#### PROVIDED RECORDS ####

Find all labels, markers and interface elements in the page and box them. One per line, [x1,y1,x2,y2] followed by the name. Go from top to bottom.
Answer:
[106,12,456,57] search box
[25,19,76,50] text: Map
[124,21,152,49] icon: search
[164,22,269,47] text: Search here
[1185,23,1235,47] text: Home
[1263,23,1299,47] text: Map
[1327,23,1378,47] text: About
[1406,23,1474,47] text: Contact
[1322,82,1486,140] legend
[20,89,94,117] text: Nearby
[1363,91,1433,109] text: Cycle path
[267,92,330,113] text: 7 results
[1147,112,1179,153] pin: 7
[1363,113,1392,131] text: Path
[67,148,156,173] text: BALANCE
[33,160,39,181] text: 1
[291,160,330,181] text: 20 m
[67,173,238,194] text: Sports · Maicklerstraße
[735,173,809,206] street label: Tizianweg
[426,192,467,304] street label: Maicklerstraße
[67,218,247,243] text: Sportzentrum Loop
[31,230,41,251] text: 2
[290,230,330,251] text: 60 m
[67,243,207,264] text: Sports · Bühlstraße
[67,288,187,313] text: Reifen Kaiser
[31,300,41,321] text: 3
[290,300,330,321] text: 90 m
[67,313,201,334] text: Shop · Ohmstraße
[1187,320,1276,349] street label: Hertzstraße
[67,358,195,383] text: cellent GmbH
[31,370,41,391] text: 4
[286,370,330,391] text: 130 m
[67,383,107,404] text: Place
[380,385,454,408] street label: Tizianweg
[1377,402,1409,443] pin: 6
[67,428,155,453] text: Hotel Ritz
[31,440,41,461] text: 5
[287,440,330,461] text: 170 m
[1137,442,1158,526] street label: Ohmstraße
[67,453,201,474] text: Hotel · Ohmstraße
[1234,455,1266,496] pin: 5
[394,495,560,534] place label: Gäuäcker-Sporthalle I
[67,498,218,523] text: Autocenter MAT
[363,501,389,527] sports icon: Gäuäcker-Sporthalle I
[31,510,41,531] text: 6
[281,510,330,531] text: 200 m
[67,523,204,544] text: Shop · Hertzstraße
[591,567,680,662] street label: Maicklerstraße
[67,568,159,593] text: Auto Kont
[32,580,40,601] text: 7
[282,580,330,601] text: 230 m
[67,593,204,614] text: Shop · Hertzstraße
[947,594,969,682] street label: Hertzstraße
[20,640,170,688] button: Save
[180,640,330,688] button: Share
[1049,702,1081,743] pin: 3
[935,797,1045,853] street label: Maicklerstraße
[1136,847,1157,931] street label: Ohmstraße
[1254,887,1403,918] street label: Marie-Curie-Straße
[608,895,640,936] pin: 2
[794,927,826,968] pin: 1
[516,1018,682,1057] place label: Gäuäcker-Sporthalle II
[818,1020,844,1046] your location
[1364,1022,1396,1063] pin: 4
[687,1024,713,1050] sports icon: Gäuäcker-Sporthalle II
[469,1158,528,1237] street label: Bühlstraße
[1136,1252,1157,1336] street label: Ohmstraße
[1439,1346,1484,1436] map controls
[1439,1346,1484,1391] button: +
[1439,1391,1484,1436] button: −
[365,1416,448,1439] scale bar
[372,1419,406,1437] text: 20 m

####

PROBLEM
Every line of the records above that contains the word "Ohmstraße" should be counted, and only the total given.

TASK SOLUTION
5